The company expects its total carbon emissions to fall by 30% in the next 15 years as it gradually produces less coal due to the “natural depletion” of its coal reserves.
Glencore promised investors last year it would cap its coal production, and said on Tuesday that production was expected to fall as its Colombian mines close. It may produce less coal from mines in Australia and South Africa, too.
The Switzerland-based miner has also vowed to disclose its contribution to the climate crisis and show investors how it plans to align its business with the Paris climate goals from April this year.
Glencore has yet to set a target to reduce its full climate impact because it does not include the so-called scope 3 emissions, which would take account of the emissions produced from using the coal it sells.
Ivan Glasenberg, the chief executive of Glencore, described climate targets like BP’s aim to be a “net zero” company by 2050 as “wishy-washy” because the goals are “a long way out”.
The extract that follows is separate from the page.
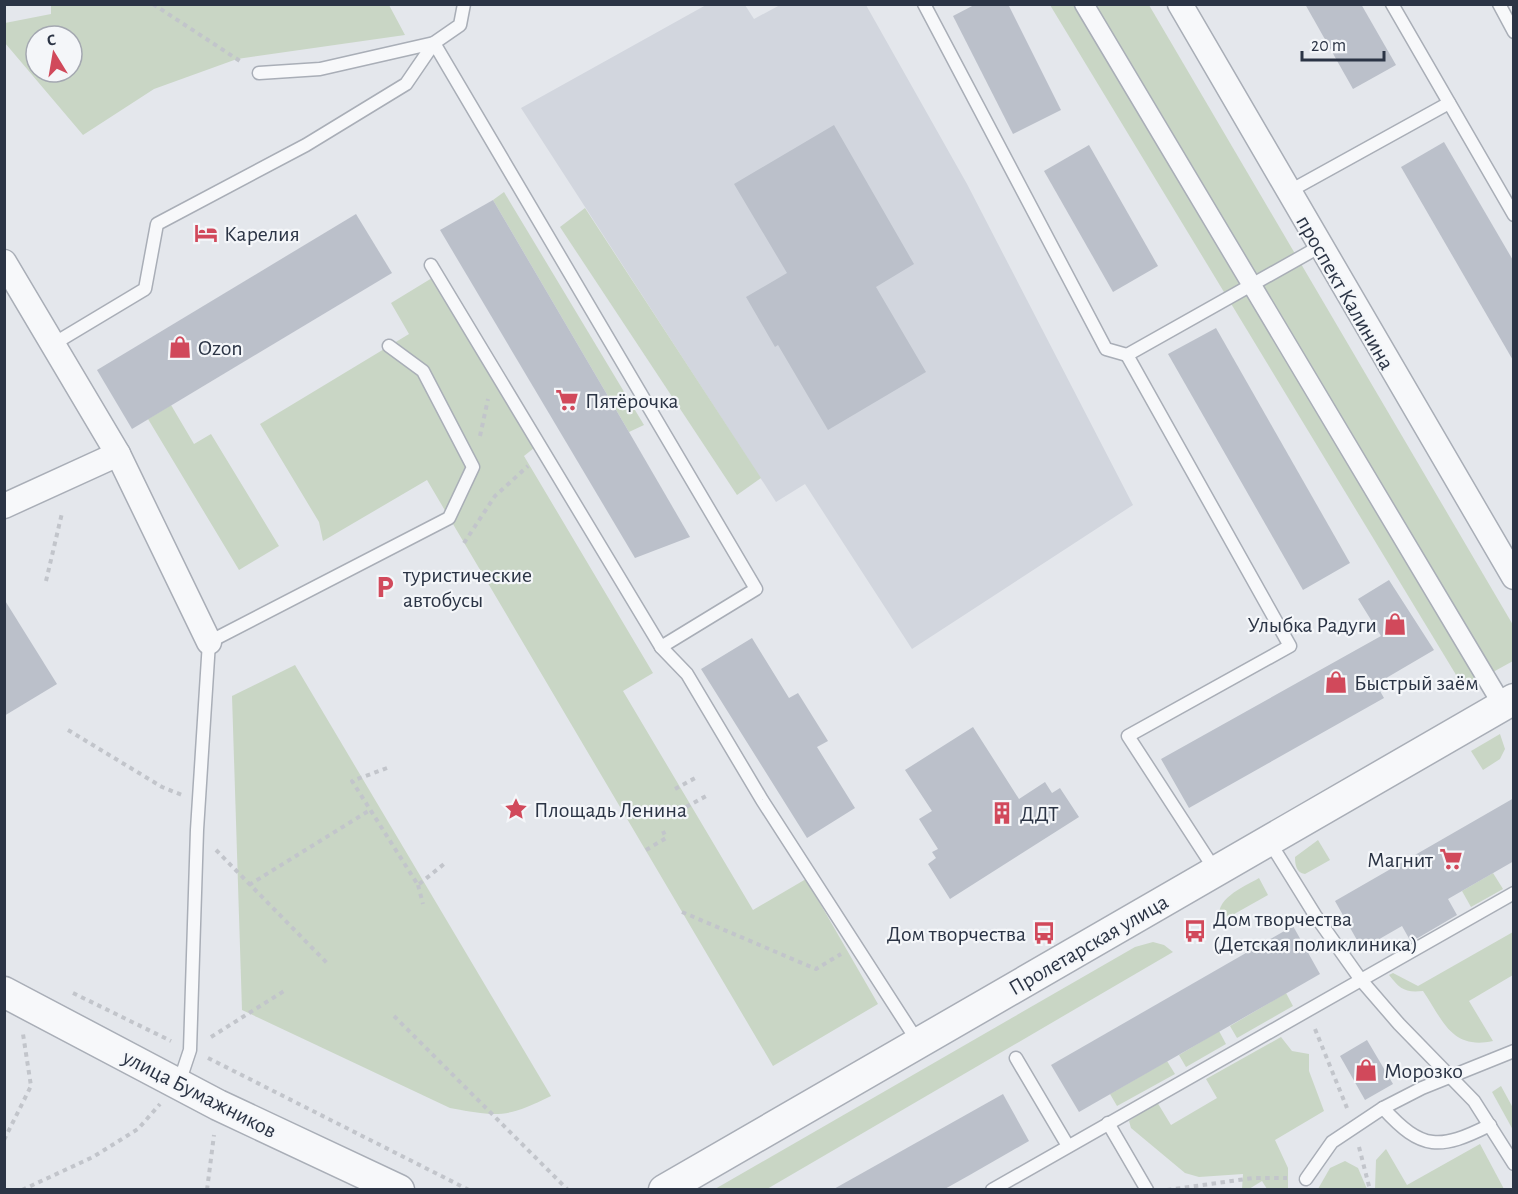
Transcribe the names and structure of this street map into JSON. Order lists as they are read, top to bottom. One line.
{"streets":{"street":["проспект Калинина","Пролетарская улица","улица Бумажников"]},"places":{"hotel":["Карелия"],"shop":["Ozon","Улыбка Радуги","Быстрый заём","Морозко"],"supermarket":["Пятёрочка","Магнит"],"parking":["туристические автобусы"],"place":["Площадь Ленина"],"building":["ДДТ"],"bus stop":["Дом творчества (Детская поликлиника)","Дом творчества"]},"scale_bar":"20 m","north":"top"}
“As we rebalance our portfolio towards commodities supporting the transition to a low-carbon economy, we expect the intensity of our scope 3 emissions to decrease,” a statement from Glencore said. “Starting in 2020, we will start disclosing our longer-term projections for the intensity reduction of scope 3 emissions, including mitigation efforts.”
The mining company’s existing targets cover its direct greenhouse gas emissions, and the emissions produced from its operations. Glencore has cut these emissions by 10% between 2016 and 2020 after promising to reduce them by 5%.
The company pledged to set out new longer-term targets that “support the Paris goals” later this year.
Glencore is the first big mining company to spell out how emissions from the coalmining sector are likely to fall over the next decade as big economies begin to choose gas over coal-fired electricity, and miners shift their attention to commodities that can help to support a low-carbon future.
Glencore said it weighted its spending last year towards “energy transition materials” such as copper, cobalt and nickel, which are used to make batteries and electric vehicles.
Demand for these materials is expected to grow rapidly as global economies use more renewable energy to power homes and cars. BloombergNEF estimates that coal’s role in the global power mix will fall from 37% today to 12% by 2050.
Glasenberg said the company was also “spending a lot of money on carbon capture” technology that could help to reduce the climate impact of coal by trapping the emissions before they can contribute to global heating.